Newstalk.com asks Kildare legend Johnny Doyle whether the Leinster side are cut out for the top flight
Before a ball was thrown in for their final Division 2 game of the season, Kildare's promotion was already secure.
A slide that began in 2015 had been amended and the Lilywhites had booked their place back at the top table of inter-county football. The news came with as much exhilaration as it did with a sigh of relief.
Kildare reckon their level is above that of Division 2 teams, certainly those competing in Division 3.
Only over the past 18 months have they began to fully tap into the sort of form necessary to challenge teams at the upper end of the football spectrum, but a win against the might of Kerry, Mayo and reigning All-Ireland champions Dublin still seems a very long way off.
For their final game against Galway, Cian O'Neill decided to mix it up a little and bring in a few inexperienced players, knowing the result would have no real bearing on their season.
"Kildare were a little bit damned if they do and damned if they don’t with the amount of negative press coming from the fact that they made so many changes," Kildare legend Johnny Doyle tells Newstalk.com.
"But I don’t think Cian and his backroom team were too worried.
"You’ve a panel of players and a big goal at the start of the year would have been to get promoted to Division 1. Everyone wants to be playing at that level, you get your best team out when you can.
"There’s so many players on the panel, so every opportunity you get to get them in the starting line-up and give them game time to keep them interested, has to be taken.
"In fairness to the management team, they had to take that opportunity and I’m sure there were people that weren’t too happy but that’s the way it worked out."

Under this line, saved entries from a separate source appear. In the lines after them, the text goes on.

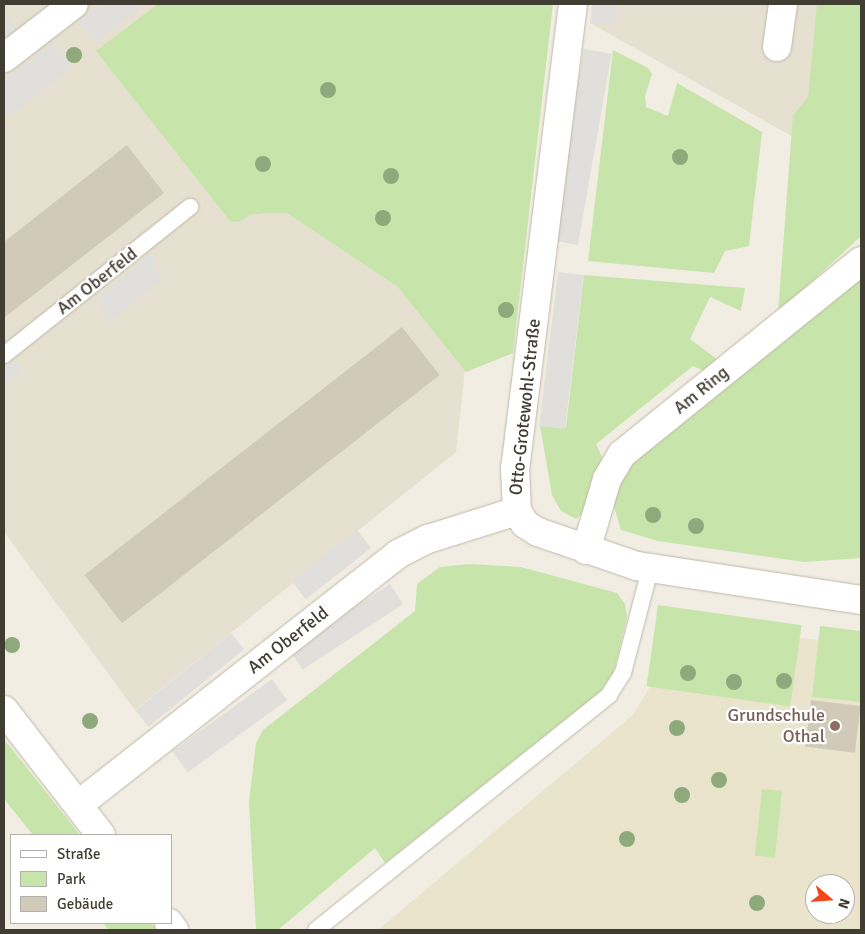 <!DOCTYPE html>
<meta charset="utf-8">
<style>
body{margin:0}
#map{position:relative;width:865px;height:934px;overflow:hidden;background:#f1ede2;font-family:Signika,sans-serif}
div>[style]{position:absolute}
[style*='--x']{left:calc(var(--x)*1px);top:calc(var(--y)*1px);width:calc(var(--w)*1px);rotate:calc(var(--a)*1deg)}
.residential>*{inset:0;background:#e5e0d0}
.education>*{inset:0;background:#eae4cc}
.green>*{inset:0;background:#c7e5ab;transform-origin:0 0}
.parking>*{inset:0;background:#e1dfdb;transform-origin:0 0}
.building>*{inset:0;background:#d2cab8;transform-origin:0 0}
.roads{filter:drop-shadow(0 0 1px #bfb8a8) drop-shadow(0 0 1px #bfb8a8)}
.lane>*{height:16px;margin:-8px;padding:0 8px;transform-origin:8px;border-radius:8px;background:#fff}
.street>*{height:28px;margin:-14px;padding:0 14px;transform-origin:14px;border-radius:14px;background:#fff}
.trees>*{width:16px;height:16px;margin:-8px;border-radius:50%;background:#8fa97c}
.dots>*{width:14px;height:14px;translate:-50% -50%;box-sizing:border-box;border:2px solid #fff;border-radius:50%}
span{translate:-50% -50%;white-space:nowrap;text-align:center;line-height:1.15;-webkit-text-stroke:4.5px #fff;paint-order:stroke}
.street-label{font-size:18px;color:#423d33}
.education-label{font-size:18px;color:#785e54}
.right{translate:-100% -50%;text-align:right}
.frame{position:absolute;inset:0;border:5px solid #423d33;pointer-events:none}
.legend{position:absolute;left:10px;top:834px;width:162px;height:90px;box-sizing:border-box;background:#fff;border:1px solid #b3b1ad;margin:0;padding:6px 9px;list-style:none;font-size:15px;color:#423d33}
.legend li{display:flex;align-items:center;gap:10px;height:25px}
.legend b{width:25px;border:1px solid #b3b1ad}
.north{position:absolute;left:805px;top:874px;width:50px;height:50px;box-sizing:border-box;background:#fff;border:1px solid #b3b1ad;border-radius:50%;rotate:108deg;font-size:14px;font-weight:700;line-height:20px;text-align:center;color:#423d33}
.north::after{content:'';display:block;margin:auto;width:18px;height:22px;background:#f54715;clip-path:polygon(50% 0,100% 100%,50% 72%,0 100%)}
</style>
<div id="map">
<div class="residential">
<i style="clip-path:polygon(4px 4px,505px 4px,456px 452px,135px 710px,4px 532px)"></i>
<i style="clip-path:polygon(592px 4px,861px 4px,861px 175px,590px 23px)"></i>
</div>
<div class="education">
<i style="clip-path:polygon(evenodd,666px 622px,861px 645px,861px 930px,378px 930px,633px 715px,651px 685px,666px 622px,815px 884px,845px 884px,845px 914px,815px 914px,815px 884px)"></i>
</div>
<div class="green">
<i style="clip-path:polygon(158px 4px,553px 4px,513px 353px,466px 372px,398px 287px,287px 213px,265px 213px,249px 215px,239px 222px,230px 221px,96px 51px)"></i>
<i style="clip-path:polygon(817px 4px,861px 4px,861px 236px,778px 313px,793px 115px,808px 97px)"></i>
<i style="clip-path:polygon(613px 50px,648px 68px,652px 74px,645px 96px,646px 107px,668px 116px,677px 83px,762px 132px,749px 246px,725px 251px,714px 273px,588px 261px)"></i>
<i style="clip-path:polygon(861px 273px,861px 558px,804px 562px,658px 541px,621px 530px,613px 503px,619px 481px,628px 465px)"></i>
<i style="clip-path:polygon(584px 275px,745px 288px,741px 311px,710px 297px,690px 339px,718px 360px,706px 372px,693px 366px,596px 444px,602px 457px,586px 510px,576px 519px,561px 511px,552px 495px,540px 426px,566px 427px)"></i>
<i style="clip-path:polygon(469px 564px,521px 567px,617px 593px,625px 604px,627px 618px,613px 674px,600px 692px,385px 863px,375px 848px,278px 930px,256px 930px,249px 802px,256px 743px,263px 730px,415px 611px,417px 584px,440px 567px)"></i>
<i style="left:658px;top:605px;width:145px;height:82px;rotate:8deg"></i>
<i style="clip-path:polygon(820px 626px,861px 631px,861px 702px,812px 697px)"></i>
<i style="clip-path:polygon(4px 740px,12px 749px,80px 835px,33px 835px,4px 799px)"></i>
<i style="left:762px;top:789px;width:20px;height:67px;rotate:6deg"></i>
<i style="clip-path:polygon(103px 923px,151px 923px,157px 930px,109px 930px)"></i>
</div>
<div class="parking">
<i style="clip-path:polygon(100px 4px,146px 4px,95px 42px,77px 21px)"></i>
<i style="left:592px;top:4px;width:25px;height:19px"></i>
<i style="clip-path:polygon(4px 13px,18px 31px,4px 43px)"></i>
<i style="clip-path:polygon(54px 42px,72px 67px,4px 120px,4px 81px)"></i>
<i style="left:584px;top:49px;width:28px;height:194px;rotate:10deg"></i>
<i style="clip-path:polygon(154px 251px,160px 281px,106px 324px,99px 297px)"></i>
<i style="left:558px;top:272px;width:26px;height:155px;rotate:7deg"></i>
<i style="clip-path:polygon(11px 357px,22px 370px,4px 384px,4px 363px)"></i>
<i style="left:357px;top:530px;width:23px;height:83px;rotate:52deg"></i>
<i style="left:390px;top:584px;width:24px;height:120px;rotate:57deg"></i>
<i style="left:231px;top:633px;width:21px;height:123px;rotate:51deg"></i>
<i style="left:272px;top:679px;width:26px;height:123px;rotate:54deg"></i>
</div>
<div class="building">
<i style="clip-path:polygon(127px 145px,164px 193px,4px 318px,4px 242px)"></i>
<i style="left:402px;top:327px;width:61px;height:403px;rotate:52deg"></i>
<i style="left:811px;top:700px;width:50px;height:47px;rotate:7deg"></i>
</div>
<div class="roads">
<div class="lane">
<i style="--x:4;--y:355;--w:238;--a:-38.5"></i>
<i style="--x:316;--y:930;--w:376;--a:-38.7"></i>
<i style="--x:609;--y:695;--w:26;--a:-58"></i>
<i style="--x:623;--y:673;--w:107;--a:-75.4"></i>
</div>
<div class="street">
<i style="--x:573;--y:4;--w:468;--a:97.1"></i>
<i style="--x:515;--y:468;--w:43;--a:87.3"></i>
<i style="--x:517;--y:511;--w:15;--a:58"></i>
<i style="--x:525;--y:524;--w:15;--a:32"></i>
<i style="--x:538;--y:532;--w:105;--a:19"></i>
<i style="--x:637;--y:566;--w:227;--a:8.6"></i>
<i style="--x:777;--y:47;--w:43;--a:-82.1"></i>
<i style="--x:4;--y:58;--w:88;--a:-37.6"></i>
<i style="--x:586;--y:550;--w:74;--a:-73.5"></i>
<i style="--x:607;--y:479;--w:29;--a:-59"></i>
<i style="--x:622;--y:454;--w:307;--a:-38.9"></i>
<i style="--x:4;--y:710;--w:158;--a:52.2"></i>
<i style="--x:78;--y:805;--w:407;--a:-38.1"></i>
<i style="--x:398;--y:554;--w:34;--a:-27"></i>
<i style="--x:428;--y:539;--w:93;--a:-17.5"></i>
<i style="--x:169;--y:923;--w:9;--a:54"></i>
</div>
</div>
<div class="trees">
<i style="left:74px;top:55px"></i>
<i style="left:328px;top:90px"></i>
<i style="left:680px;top:157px"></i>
<i style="left:263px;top:164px"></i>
<i style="left:391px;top:176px"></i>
<i style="left:383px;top:218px"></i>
<i style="left:506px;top:310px"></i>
<i style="left:653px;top:515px"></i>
<i style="left:696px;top:526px"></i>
<i style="left:12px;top:645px"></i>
<i style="left:688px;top:673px"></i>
<i style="left:784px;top:681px"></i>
<i style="left:734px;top:682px"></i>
<i style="left:90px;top:721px"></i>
<i style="left:677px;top:728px"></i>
<i style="left:719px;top:780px"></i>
<i style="left:682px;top:795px"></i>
<i style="left:627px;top:839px"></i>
<i style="left:757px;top:903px"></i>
</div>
<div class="dots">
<i style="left:835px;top:726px;background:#8d6e63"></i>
</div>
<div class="street-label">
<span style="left:97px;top:281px;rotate:-38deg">Am Oberfeld</span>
<span style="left:701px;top:390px;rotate:-39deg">Am Ring</span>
<span style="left:525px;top:407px;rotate:-84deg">Otto-Grotewohl-Straße</span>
<span style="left:288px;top:640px;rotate:-38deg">Am Oberfeld</span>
</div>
<div class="education-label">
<span class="right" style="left:825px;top:726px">Grundschule<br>Othal</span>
</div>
<div class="frame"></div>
<ul class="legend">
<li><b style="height:6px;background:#fff"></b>Straße</li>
<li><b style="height:14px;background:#c7e5ab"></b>Park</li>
<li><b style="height:14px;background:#d2cab8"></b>Gebäude</li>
</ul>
<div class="north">N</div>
</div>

Kildare will once again meet Galway in the league final this weekend, after the Tribesmen ran out one-point winners over the Lilywhites at Pearse Stadium. Image: ©INPHO/Mike Shaughnessy
In the end it didn't work out and perhaps now Galway will have the edge this weekend heading into the league final at Croke Park. But to rotate the squad to the degree he did and still run the reigning Connacht champions to within a point says a lot about the quality O'Neill possesses in this current squad.
"There were a lot of positives to come out of it even though Cian sounded disappointed on the radio afterwards. He felt the game was there for Kildare to go on and win it. That’s his competitive nature.
"From the outside I was very encouraged by the performance and how they went about their business. They played very well for an inexperienced team and there’s not very much else they can do."
As any follower of the game will tell you, though, the gulf between Division 1 and 2 continues to get larger. And the teams at the higher end of Division 1 are some distance ahead of the rest.
The prospect O'Neill faces after this summer's Championship campaign is to develop a team that are able to compete with the best, stay competitive and avoid relegation. Easier said than done, of course.
"I would be confident that we wouldn’t be a yo-yo team going up and coming back down. Maybe history will say that’s the way it has been.
"I think if we could get a couple of years where we add fresh blood into the lads that are there, over the years we will be able to compete in Division 1.
"Without a doubt we’re a little bit below the Kerrys and the Dublins. But I’d like to think that if we went out to play Monaghan or Tyrone or any of these teams in the morning, we’d give a good account of ourselves.
"I’ve no reason to believe we can’t hold our own in Division 1. This time next year we mightn’t be getting ready for Croke Park, but I do think we’ll benefit from being up there and getting that experience."
Dublin and Kerry will meet in the Division 1 final this weekend, with the Kingdom having pushed Dublin all the way in Tralee last month. Image: ©INPHO/Cathal Noonan
Doyle explains that a team's mindset can go some way to determining if they can maintain their top-flight status. Teams have to believe they belong at the top level, because if they don't, standards begin to drop.
"We’ve gone into Division 2, we’ve had a good campaign and we made it to Division 1. That’s the level we’re at. The challenge is - and it’s a long way down the road - to stay there and prove ourselves well next year."
The trouble for Kildare, some will feel, is the fact that that level of consistency has evaded them for some time.
But the signs are there. Back-to-back promotions, regardless how they are achieved, are something to be acknowledged and Doyle says that their performances in the league mean they have reached the final on merit.
"Going to Derry and for the first game going to Meath. They are tough places to go. You’d be worried after the Derry match that the result would have knocked the confidence.
"Over the last couple of years, you think of defeats to Dublin in Leinster and even the Kerry defeat, it knocks your confidence.
"Psychologically it can have a huge bearing on players. Players questions themselves. When they approach games, they can think ‘well, we can win a few matches here or there, but there’s been some games against the big teams where we came out on the wrong end of some heavy results’.
"That leaves a mark on players.
"But the players are buying into what the management are trying to do and it's paying dividends.
"Even when we lost Neil Flynn [to injury] and Daniel Flynn [to the AFL] at different times the feeling is that - to borrow a phrase from Jim Gavin - the process has still gone on."
O'Neill is smart enough not to look too far ahead and will be eager to give a good account of his in the league final this weekend.
The Championship poses its own challenges, but regardless of their performances, they will have seven games next year to prove their worth among the country's best.